THE situation is as absurd as it can get.
Last Wednesday, the Prime Minister’s Office issued a statement that the "Cabinet expressed confidence that no wrongdoing has been committed within 1MDB” after a two-hour briefing by the Finance Ministry-owned investment company 1Malaysia Development Bhd (1MDB) and its auditor Deloitte concerning recent developments involving the fund.
That statement has zero value, to put it mildly, because it merely confirms that the internal checks and balances function that the Cabinet should play in overseeing government affairs is conspicuously absent at this point in time.
Without going into the details of the 1MDB fiasco, it is evident that the troubles at the investment fund have become the subject of international financial and media attention. Therefore, any official scrutiny of the debt-laden government company must meet the minimum standards of accountability and transparency for it to carry weight, and especially to avoid any imputations that problems that should concern the public may be whitewashed by such an enquiry.
Specifically, the investigation must be independent and free of possible conflict of interests in order that the credibility of the probe would not be diminished by questions about vested interests, bias and such flaws.
In a word, the Cabinet should disqualify itself from clearing 1MDB’s affairs simply because its members are beholden to the prime minister for their tenure in his administration, and also because, as the finance minister, he is concurrently the chairman of the 1MDB advisory committee. There is a potential conflict of interests.
So, what the PMO statement has “achieved” is to put the credibility of the Cabinet — as a meaningful forum for government leaders to represent the people’s interests in steering the country’s administration — at stake.

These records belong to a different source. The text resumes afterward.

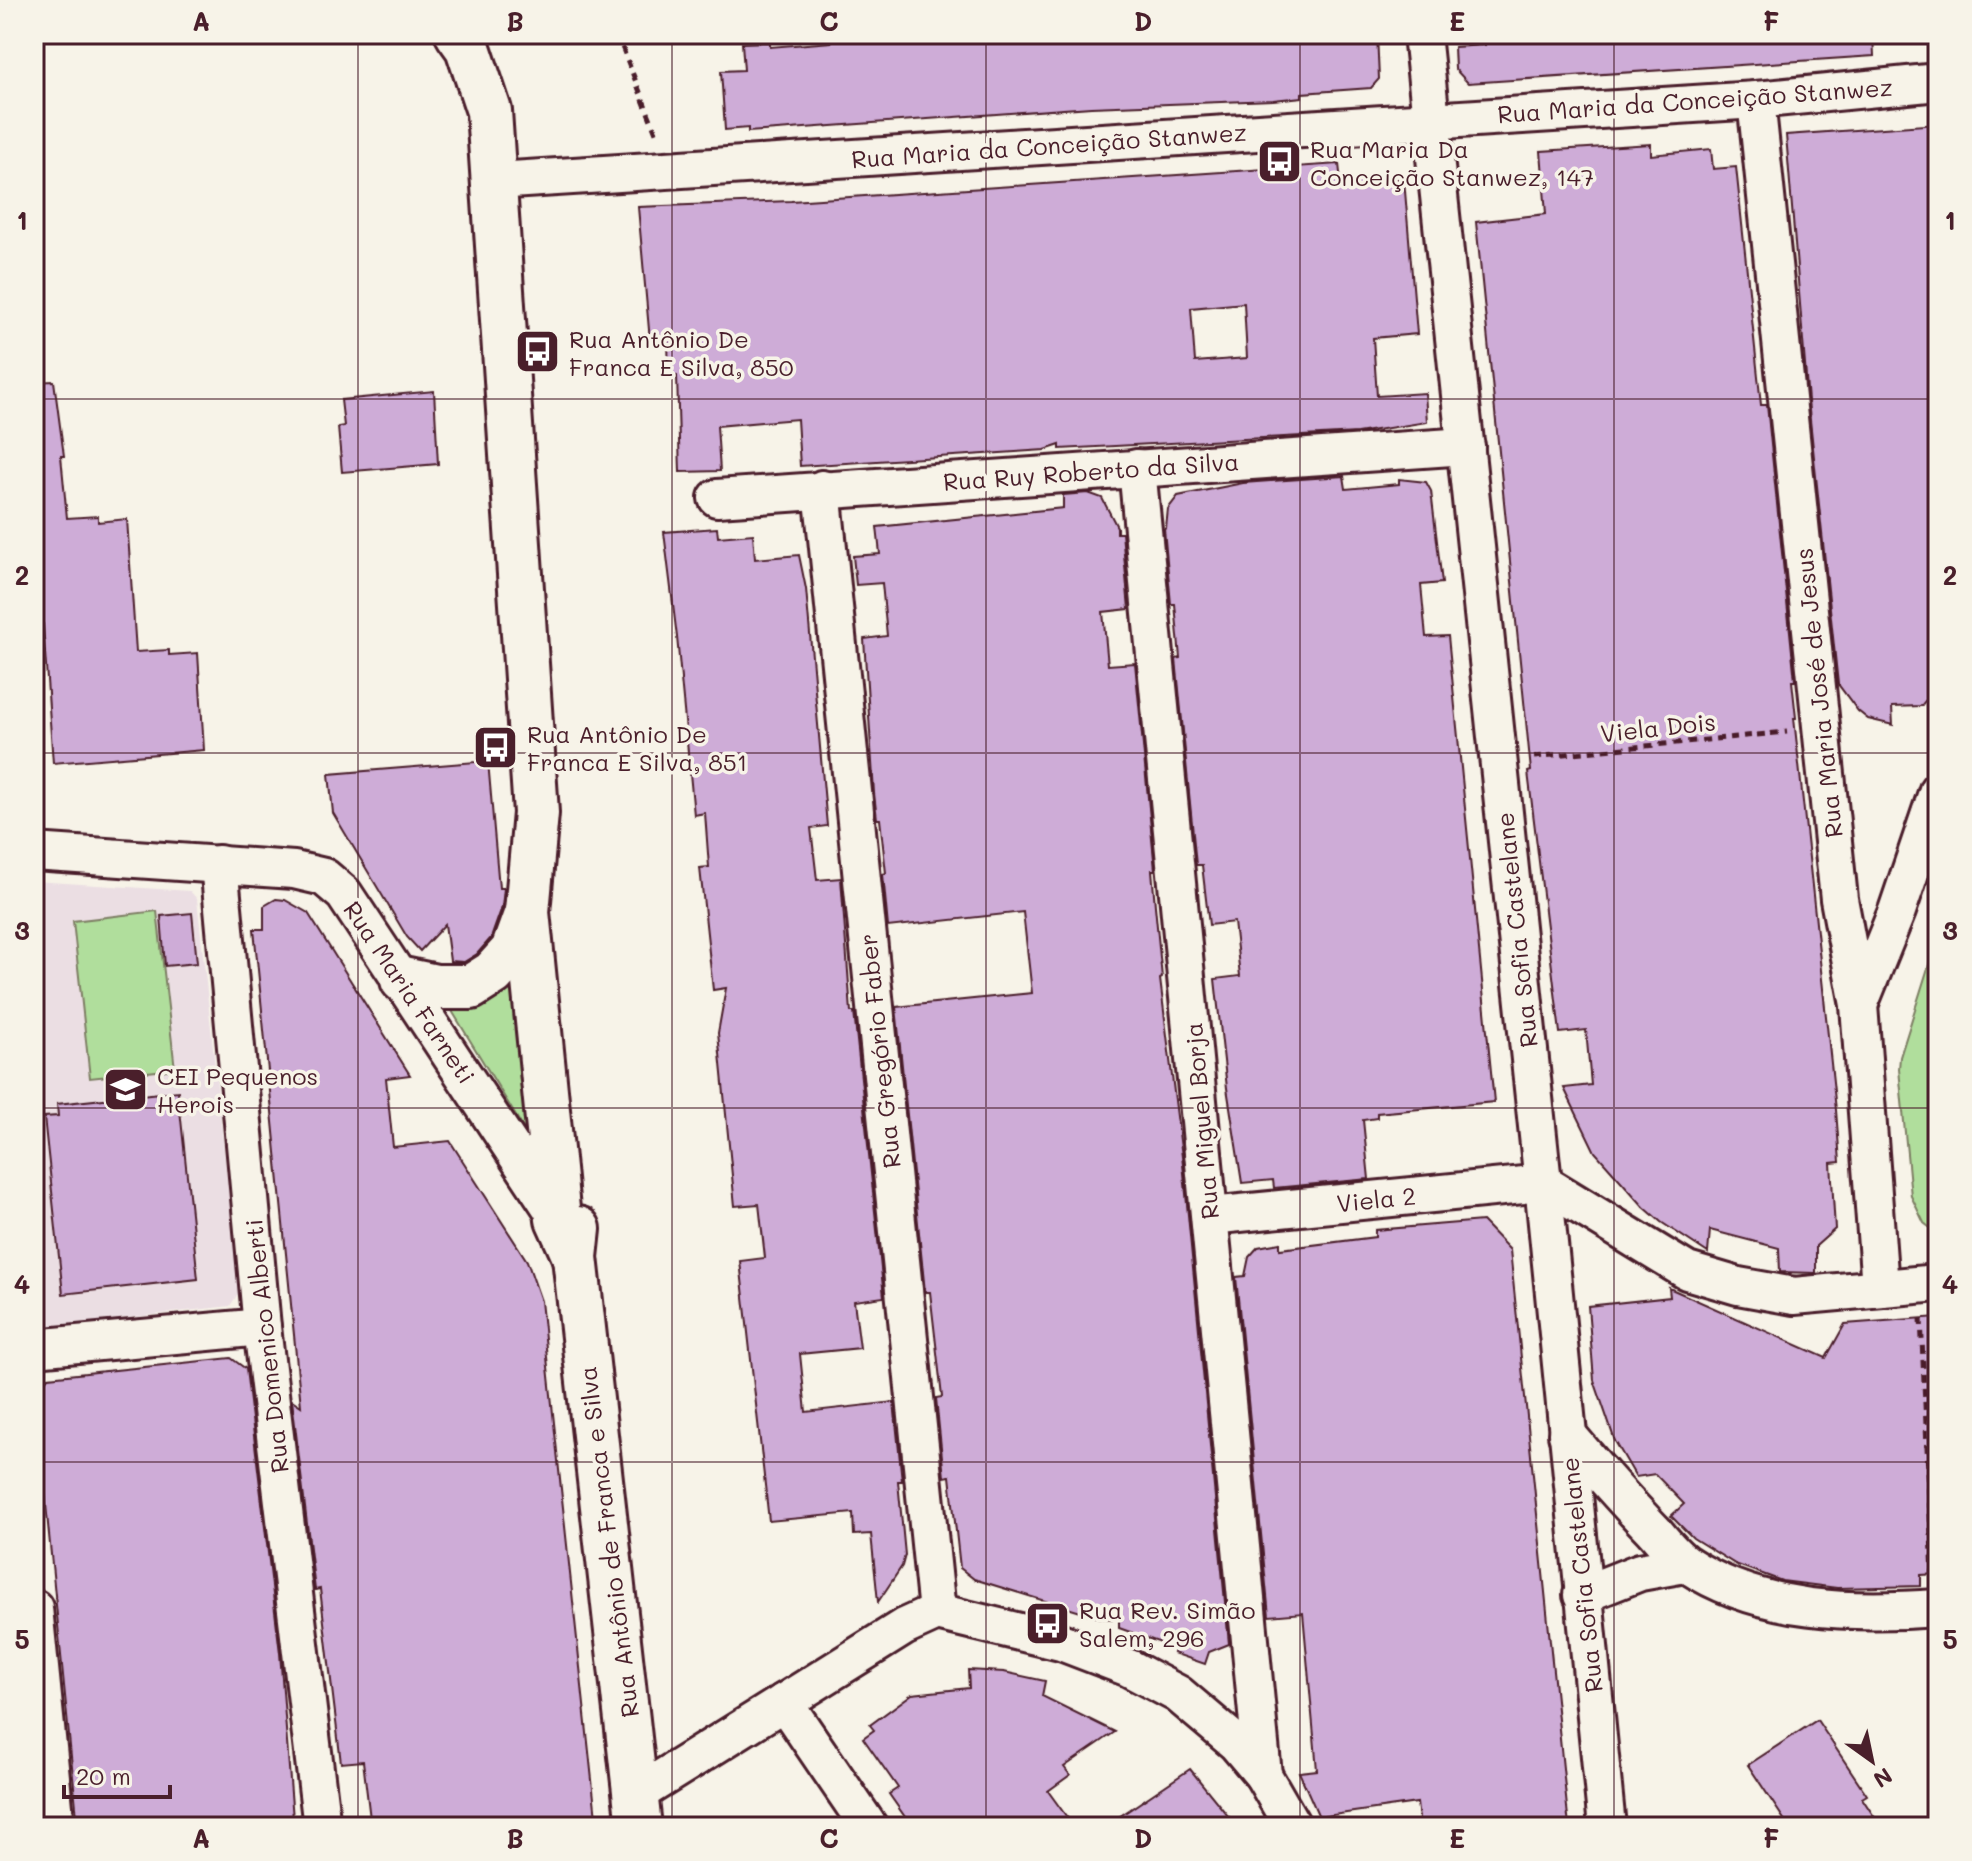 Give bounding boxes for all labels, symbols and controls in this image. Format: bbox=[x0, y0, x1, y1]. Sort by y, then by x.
text: A bbox=[192, 4, 210, 38]
text: B bbox=[506, 4, 524, 38]
text: C bbox=[819, 4, 839, 38]
text: D bbox=[1134, 4, 1152, 38]
text: E bbox=[1449, 4, 1465, 38]
text: F bbox=[1763, 4, 1779, 38]
street label: Rua Maria da Conceição Stanwez bbox=[1496, 71, 1894, 129]
street label: Rua Maria da Conceição Stanwez bbox=[850, 116, 1248, 174]
place label: Rua Maria Da Conceição Stanwez, 147 bbox=[1310, 133, 1594, 192]
bus stop icon: Rua Maria Da Conceição Stanwez, 147 bbox=[1255, 138, 1303, 186]
text: 1 bbox=[16, 203, 28, 237]
text: 1 bbox=[1944, 203, 1956, 237]
place label: Rua Antônio De Franca E Silva, 850 bbox=[569, 323, 794, 382]
bus stop icon: Rua Antônio De Franca E Silva, 850 bbox=[514, 328, 562, 376]
street label: Rua Ruy Roberto da Silva bbox=[942, 445, 1240, 497]
street label: Rua Maria José de Jesus bbox=[1787, 547, 1849, 839]
text: 2 bbox=[15, 558, 29, 592]
text: 2 bbox=[1943, 558, 1957, 592]
street label: Viela Dois bbox=[1599, 706, 1717, 748]
place label: Rua Antônio De Franca E Silva, 851 bbox=[527, 718, 748, 777]
bus stop icon: Rua Antônio De Franca E Silva, 851 bbox=[472, 723, 520, 771]
street label: Rua Sofia Castelane bbox=[1488, 811, 1544, 1049]
street label: Rua Maria Farneti bbox=[337, 895, 483, 1089]
text: 3 bbox=[14, 913, 30, 947]
text: 3 bbox=[1942, 913, 1958, 947]
street label: Rua Gregório Faber bbox=[851, 932, 907, 1170]
street label: Rua Miguel Borja bbox=[1177, 1021, 1225, 1221]
place label: CEI Pequenos Herois bbox=[157, 1060, 318, 1119]
school or university icon: CEI Pequenos Herois bbox=[102, 1065, 150, 1113]
street label: Viela 2 bbox=[1335, 1179, 1417, 1219]
street label: Rua Domenico Alberti bbox=[237, 1217, 295, 1475]
text: 4 bbox=[14, 1267, 30, 1301]
text: 4 bbox=[1942, 1267, 1958, 1301]
street label: Rua Antônio de Franca e Silva bbox=[571, 1365, 645, 1719]
street label: Rua Sofia Castelane bbox=[1553, 1456, 1609, 1694]
place label: Rua Rev. Simão Salem, 296 bbox=[1079, 1594, 1256, 1653]
bus stop icon: Rua Rev. Simão Salem, 296 bbox=[1024, 1599, 1072, 1647]
text: 5 bbox=[14, 1622, 30, 1656]
text: 5 bbox=[1942, 1622, 1958, 1656]
north arrow bbox=[1832, 1721, 1912, 1801]
scale bar bbox=[64, 1749, 170, 1799]
text: 20 m bbox=[76, 1760, 131, 1791]
text: N bbox=[1868, 1761, 1898, 1795]
text: A bbox=[192, 1821, 210, 1855]
text: B bbox=[506, 1821, 524, 1855]
text: C bbox=[819, 1821, 839, 1855]
text: D bbox=[1134, 1821, 1152, 1855]
text: E bbox=[1449, 1821, 1465, 1855]
text: F bbox=[1763, 1821, 1779, 1855] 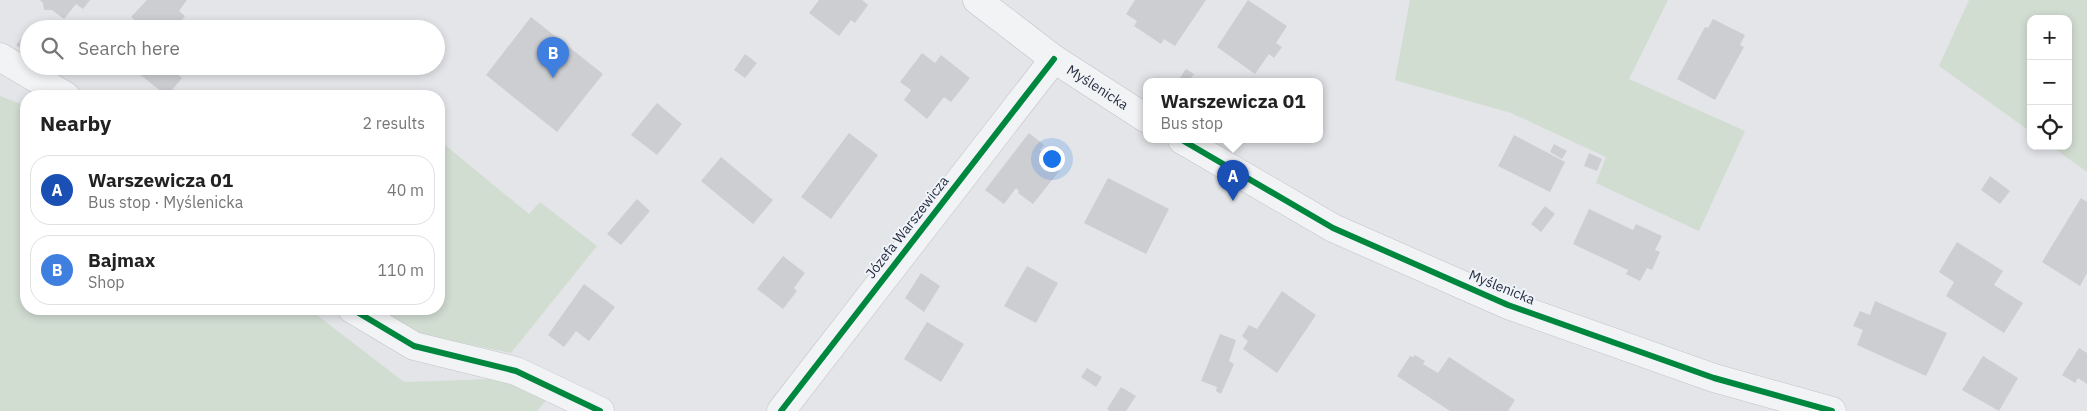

It is important to recognise that the failure of the Cabinet to exercise its public duty by recommending, for example, that an independent enquiry be launched into the full operations of 1MDB stems from a paralysis of ethical thinking.
It is equally vital to acknowledge that by all accounts, virtually the entire national environment is suffering because of our collective failure as a society, in our personal capacities, and also in the public and private positions of responsibility that many of us may hold, to do what is right in the face of violations of justice, human dignity and fair play that are taking place in our midst. Today, it is evident that at one level, in almost all the gravest problems facing the country, we have failed to find our moral bearings as a society.
In the case of the Cabinet’s decision on 1MDB, it allowed the members of Datuk Seri Najib Razak’s administration to turn a blind eye to the host of irregularities that have been reported concerning the fund, since long, long before the investigative news site Sarawak Report dumped on the unsuspecting public its hoard of amazing communications among the principal actors in the fund’s dealings.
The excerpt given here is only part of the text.